I remember walking with a friend of mine to the union after a Modern American Literature class on the day after the 1972 Presidential election. “I can’t believe that McGovern lost,” Sue bemoaned. “Everybody I know voted for him.” Fortunately, college life didn’t cause me to become that disconnected with the real world.
“I saw something good on the news today,” Eddie informed me as I drove him to school this morning.
During our morning “rush hour” at home, the kitchen TV is always tuned to NBC’s Today Show. JoAnna doesn’t like a quiet house in the morning, and the program also serves as a way for the boys to keep up on current events. Every once in awhile, though, I want to take a sledgehammer to the TV screen, like today when Katie Couric – or was it Matt Lauer, this aging brain can’t recall – interviewed a mother and daughter from Littleton, Colorado, for their reactions to an apology offered by a Florida teen who sent threatening email messages to Columbine High School. Give it a rest, I say! Unable to listen to their blather, I instead made disparaging remarks about the mother’s poufy crown of shoulder-length hair. Another interview earlier in the week also had my blood boiling, but I’ve already forgotten who the focus of my animus was. I must be warming up – or is it cooling down? -- for the senior mental fitness challenge.
“What was that?” I asked, curious to know what caught his attention.
“There’s a new airplane. It has leather seats and TV.”
“That must be an expensive plane to fly on,” I surmised.
“It costs five dollars to watch TV,” Eddie said, as if to contradict my statement.
let out a whistle, making it sound like I thought that was a hefty expenditure.

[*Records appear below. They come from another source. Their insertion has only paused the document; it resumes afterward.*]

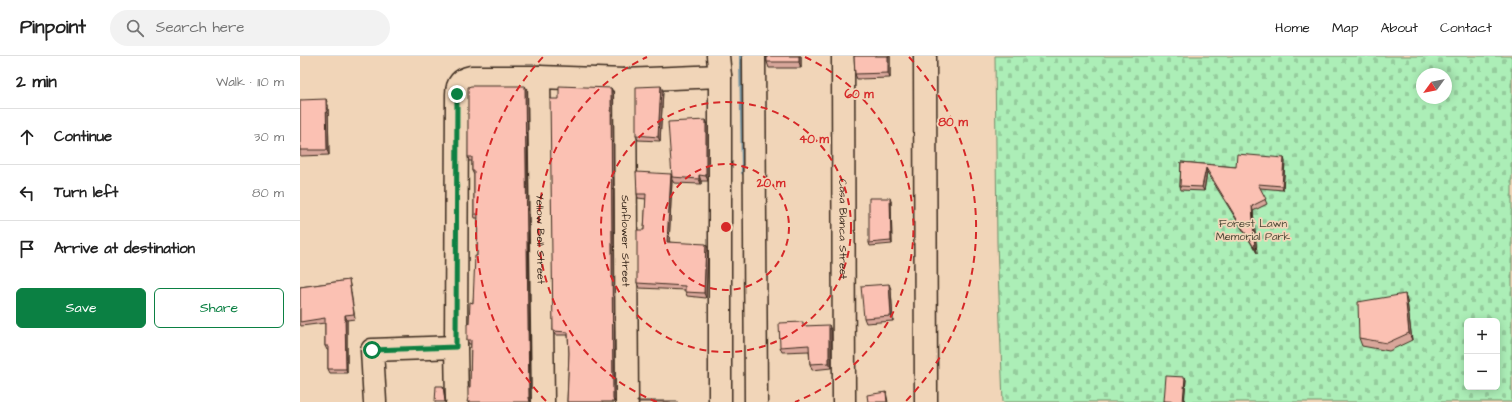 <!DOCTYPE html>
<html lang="en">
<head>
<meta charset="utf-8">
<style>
  :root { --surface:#fff; --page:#f2f2f2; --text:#222; --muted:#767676; --line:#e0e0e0; --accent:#0b8043 }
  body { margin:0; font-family:"Architects Daughter",sans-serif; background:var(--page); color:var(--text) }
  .controls { position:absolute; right:12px; bottom:12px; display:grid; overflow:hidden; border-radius:6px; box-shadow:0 2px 10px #0003 }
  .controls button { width:36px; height:36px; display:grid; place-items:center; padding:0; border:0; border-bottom:1px solid var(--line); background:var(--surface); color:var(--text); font:20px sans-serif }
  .compass { position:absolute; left:1116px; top:12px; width:36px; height:36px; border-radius:50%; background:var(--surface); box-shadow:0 2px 10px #0003; rotate:237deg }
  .stop { position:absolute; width:12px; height:12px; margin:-9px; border:3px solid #0b8043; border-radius:50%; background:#fff }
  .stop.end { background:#0b8043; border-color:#fff; box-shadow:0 1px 4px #0008 }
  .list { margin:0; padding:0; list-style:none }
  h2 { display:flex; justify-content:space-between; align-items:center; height:52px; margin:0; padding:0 16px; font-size:17px }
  h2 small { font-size:13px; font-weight:400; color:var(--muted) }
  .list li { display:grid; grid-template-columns:26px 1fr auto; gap:12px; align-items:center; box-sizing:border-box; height:56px; padding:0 16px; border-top:1px solid var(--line) }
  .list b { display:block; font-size:15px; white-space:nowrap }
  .list em { font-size:13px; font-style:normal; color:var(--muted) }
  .actions { display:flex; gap:8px; padding:12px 16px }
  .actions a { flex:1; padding:9px 0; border:1px solid var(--accent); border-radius:6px; text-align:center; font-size:14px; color:var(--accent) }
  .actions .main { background:var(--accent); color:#fff }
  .icon { flex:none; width:22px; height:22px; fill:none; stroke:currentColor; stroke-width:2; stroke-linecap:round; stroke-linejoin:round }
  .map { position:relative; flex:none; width:1212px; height:346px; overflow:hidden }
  header { display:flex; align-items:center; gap:24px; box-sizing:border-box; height:56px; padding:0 20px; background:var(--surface); border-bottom:1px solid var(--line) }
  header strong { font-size:19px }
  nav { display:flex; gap:22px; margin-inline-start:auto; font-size:14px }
  .search { width:280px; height:36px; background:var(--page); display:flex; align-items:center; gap:10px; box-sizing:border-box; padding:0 14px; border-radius:22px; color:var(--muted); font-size:15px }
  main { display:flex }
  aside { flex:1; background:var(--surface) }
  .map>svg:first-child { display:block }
  .cemetery { fill:url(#cemetery-stones); stroke:#748c6a; fill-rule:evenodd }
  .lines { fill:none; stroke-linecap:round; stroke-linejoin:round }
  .stream { stroke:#7393a1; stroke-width:6 }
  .minor-casing { stroke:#3b2a1e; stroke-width:25 }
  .minor { stroke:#f1d5b8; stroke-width:22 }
  .wall { fill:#d8a69a; stroke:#3b2a1e }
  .shaded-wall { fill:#b0877d; stroke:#3b2a1e }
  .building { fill:#fbc1b3; stroke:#3b2a1e }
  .route { stroke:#0b8043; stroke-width:5 }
  .ring { fill:none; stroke:#d62828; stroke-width:2; stroke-dasharray:7 5 }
  .labels { text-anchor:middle; stroke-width:3.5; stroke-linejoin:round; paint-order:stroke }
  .park-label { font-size:11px; fill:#4c4735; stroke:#f1d5b8 }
  .street-label { font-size:11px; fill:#3b2a1e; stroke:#f1d5b8 }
  .centre { fill:#d62828; stroke:#f1d5b8; stroke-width:2 }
  .ring-label { font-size:12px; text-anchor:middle; font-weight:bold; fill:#d62828; stroke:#f1d5b8; stroke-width:3.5; stroke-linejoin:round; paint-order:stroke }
</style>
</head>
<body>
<header>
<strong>Pinpoint</strong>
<div class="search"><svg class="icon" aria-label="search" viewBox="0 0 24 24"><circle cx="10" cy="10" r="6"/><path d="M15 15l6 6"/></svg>Search here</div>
<nav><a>Home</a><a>Map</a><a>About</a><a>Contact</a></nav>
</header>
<main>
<aside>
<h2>2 min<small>Walk · 110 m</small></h2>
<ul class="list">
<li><svg class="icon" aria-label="ahead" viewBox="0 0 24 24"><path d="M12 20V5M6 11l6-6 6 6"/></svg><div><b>Continue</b></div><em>30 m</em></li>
<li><svg class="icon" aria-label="left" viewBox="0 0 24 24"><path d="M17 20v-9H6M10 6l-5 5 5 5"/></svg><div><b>Turn left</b></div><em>80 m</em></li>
<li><svg class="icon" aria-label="arrive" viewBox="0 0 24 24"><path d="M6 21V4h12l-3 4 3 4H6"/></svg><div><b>Arrive at destination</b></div></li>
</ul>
<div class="actions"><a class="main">Save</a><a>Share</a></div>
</aside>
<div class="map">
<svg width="1212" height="346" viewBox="0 0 1212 346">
  <defs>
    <pattern id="cemetery-stones" width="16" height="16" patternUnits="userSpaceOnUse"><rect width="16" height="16" fill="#aceeb7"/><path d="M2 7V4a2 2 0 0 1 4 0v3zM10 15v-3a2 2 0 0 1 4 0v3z" fill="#95cc9d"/></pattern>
  </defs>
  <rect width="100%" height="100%" fill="#f1d5b8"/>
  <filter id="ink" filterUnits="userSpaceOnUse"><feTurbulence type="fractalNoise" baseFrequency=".025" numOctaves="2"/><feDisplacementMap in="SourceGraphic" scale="8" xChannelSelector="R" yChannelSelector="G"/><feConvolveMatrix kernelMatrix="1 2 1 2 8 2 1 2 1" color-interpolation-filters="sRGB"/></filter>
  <g filter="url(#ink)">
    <path class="cemetery" d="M695,0h517v346h-509l-6,-159zM1122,18h24v24h-24zM1167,265h30v66h-30z"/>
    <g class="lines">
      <path class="stream" d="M442,0l2,116"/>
      <g class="minor-casing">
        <g id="minor">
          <path d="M418,0l2,20v326"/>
          <path d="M454,0l2,346"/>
          <path id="s1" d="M543,0l1,346"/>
          <path d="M625,0l1,346"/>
          <path id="s2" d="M239,21l4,325"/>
          <path id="s3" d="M325,24l2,322"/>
          <path d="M75,346l-3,-52 84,-3"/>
          <path d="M157,346l-1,-55 1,-253c0,-10 4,-15 14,-17h68l86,3 95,-4"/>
        </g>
      </g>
      <use href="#minor" class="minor"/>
    </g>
    <path class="wall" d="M467,0h34v12h-32l-2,-6z
      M554,0h36v22l-33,1 -2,-5z
      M225,30l2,4 3,312 -60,-15 1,-43h-2l-2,-4 6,-37 4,-47 1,-38h-3l-1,-4v-39l-2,-4v-10h-3l-1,-4z
      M311,32l2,4 2,310h-48l2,-49 -1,-18h-13l-2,-4 6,-232z
      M363,35l-3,50 -22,-1 -2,-5z
      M0,44l28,5 1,50 -29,1z
      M408,69v56h-7v3l-27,-1 -2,-3 -3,62 39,6 -2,50 -19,-2 -2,-6 -46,-2 -2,-5 7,-53 2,-31 -8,-1 -1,-4 34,-20 1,2z
      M984,102l1,4 -2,28 -23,-2 7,16 -14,7 4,42 -50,-81 -3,19 -23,-1 -1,-4 1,-24 55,5z
      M591,145l1,43 -22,2 -1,-3z
      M49,224l1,5 5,34 -8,1v53h-17l-2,-4v-19h-1l-2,-4v-23l-24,3 -1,-2v-37z
      M591,233l2,32 -27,2 -2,-5z
      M1107,245l5,39 -23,11 -27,-5 -3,-8z
      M505,270l26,4v38l-19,2 -2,-6 -1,-13 -27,1 -2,-5z
      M885,321l1,3 -2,22h-20v-1z"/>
    <path class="shaded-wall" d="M499,0h2v12l-2,-6z
      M588,0h2v22l-2,-5z
      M225,30l2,4 3,312 -1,-4z
      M361,30l2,5 -3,50 -2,-4z
      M311,32l2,4 2,310 -2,-3z
      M26,43l2,6 1,50 -2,-5z
      M406,64l2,5v56l-2,-5z
      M984,102l1,4 -2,28 -1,-4z
      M906,112l1,4 -3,19 -2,-4z
      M371,118l1,6 -3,66 -2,-4z
      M399,119l2,6v3l-2,-5z
      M590,142l1,3 1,43 -1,-3z
      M952,150l1,5 4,42 -2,-4z
      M406,188l2,4 -2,50 -2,-5z
      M589,228l2,5 2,32 -2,-5z
      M1105,238l2,7 5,39 -3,-7z
      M45,259l2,5v53l-1,-4z
      M529,269l2,5v38l-2,-5z
      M885,321l1,3 -2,22h-1z
      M143,330l1,3 2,13h-1z
      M586,336l2,10h-1z"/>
    <path class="building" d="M467,0h32v6h-32z
      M554,0h34v17l-33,1z
      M171,30h54l4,312 1,4h-63l1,-4v-11h2l1,-47h-4v-16h2l1,-22 3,1 2,-47h2l1,-42h-4v-43h-2v-14h-4v-70z
      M259,30l52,2 2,311 1,3h-47l2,-49 -1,-21 -15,-1 -3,-232h9z
      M361,30l-3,51 -22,-2v-48z
      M26,43l1,51h-27v-50z
      M406,64v56l-7,-1v4l-27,-2 -4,-55z
      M937,98l47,4 -2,28 -24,-2 8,15 -14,7 3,43 -49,-81 -4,19 -22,-1 1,-24 55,5z
      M336,116l35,2 -4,68 39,2 -2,49 -19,-1v-6l-48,-3v-53h7l2,-36h-9z
      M569,142h21l1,43 -22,2z
      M49,224l5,34 -9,1 1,54h-18v-23h-3v-28l-25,4v-35z
      M589,228l2,32 -27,2 -3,-32z
      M1105,238l4,39 -22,10 -28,-5 -1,-36z
      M503,266v4l26,-1v38l-19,1 -1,-19 -29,2 -1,-24z
      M866,320l19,1 -2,25 -19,-1z
      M136,330h7l2,16h-10z
      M586,336l1,10h-19l-1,-7z
      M337,345h40v1h-40z"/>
  </g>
  <g class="lines" filter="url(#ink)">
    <path class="route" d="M72,294l84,-3 1,-253"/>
  </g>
  <g class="ring">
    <circle cx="426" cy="171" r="63"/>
    <circle cx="426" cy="171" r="125"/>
    <path d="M357 346A188 188 0 0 1 347 1M505 1A188 188 0 0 1 495 346"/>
    <path d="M246 345A250 250 0 0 1 243 1M609 1A250 250 0 0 1 606 345"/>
  </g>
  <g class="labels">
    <g class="park-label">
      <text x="953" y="171">Forest Lawn<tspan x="953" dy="13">Memorial Park</tspan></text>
    </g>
    <g class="street-label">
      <text dy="4" stroke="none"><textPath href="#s1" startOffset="173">Casa Blanca Street</textPath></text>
      <text dy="4" stroke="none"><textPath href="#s2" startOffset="162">Yellow Bell Street</textPath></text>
      <text dy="4" stroke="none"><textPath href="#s3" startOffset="161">Sunflower Street</textPath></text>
    </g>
  </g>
  <circle cx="426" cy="171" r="6" class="centre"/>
  <g class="ring-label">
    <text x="559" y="42">60 m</text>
    <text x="653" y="70">80 m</text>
    <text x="514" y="87">40 m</text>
    <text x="471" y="131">20 m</text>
  </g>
</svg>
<div class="controls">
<button>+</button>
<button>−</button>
</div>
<svg class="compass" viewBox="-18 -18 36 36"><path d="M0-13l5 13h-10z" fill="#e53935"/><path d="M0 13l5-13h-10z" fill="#767676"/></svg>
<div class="stop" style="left:72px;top:294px"></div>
<div class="stop end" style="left:157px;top:38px"></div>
</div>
</main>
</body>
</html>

Again, Eddie seemed to disagree with my response.
“Five dollars isn’t a lot of money,” he asserted.
I wouldn’t have thought so when I was Eddie’s age. In 1959, when I was 10 years old, five dollars was a princely sum. I could have inserted a nickel into the pop machine outside of Foreman’s and pulled out a 7-ounce Orange Crush in a bottle of shapely design. I could have spent less than a quarter and walked away with a small bag full of penny candy – fireballs, licorice, malted milk balls, plus a pretzel stick or two from a clear container on top of the glass counter.
Nowadays Andy and Eddie will walk to Walgreen’s and return with a bag of Twizzlers and Sweet Tarts and gum and a few coins in exchange for a five-dollar bill. How times have changed – and then again, how they haven’t. The days of penny candy are long gone, but kids still have a forceful sweet tooth.
My Benjamin Franklin act has been put on hold. The alarm clock has brought me back to consciousness every morning this week. I listen to the national and local news before getting out of bed and beginning my morning routine. Sometimes I wish I could get away with 4 or 5 hours of sleep a night. I’d get a lot more writing and reading and other personal projects done, although it’s not as if I’m currently unproductive in those areas.
Have you been watching "Who Wants To Be a Millionaire?" JoAnna sometimes tunes it in as she pauses from her channel surfing. I enjoy it in small doses. We watched the last 20 minutes of tonight’s show, and I caught 15 minutes of Monday’s installment. I haven’t seen any of the other prime-time game shows. With ABC having hit the motherlode, the other networks are now looking for riches of their own in the same mine. I’m sure this programming phenomenon will very likely be short-lived.
I was planning to continue this letter over the weekend but will enclose what I have written so far in your Valentine’s Day card.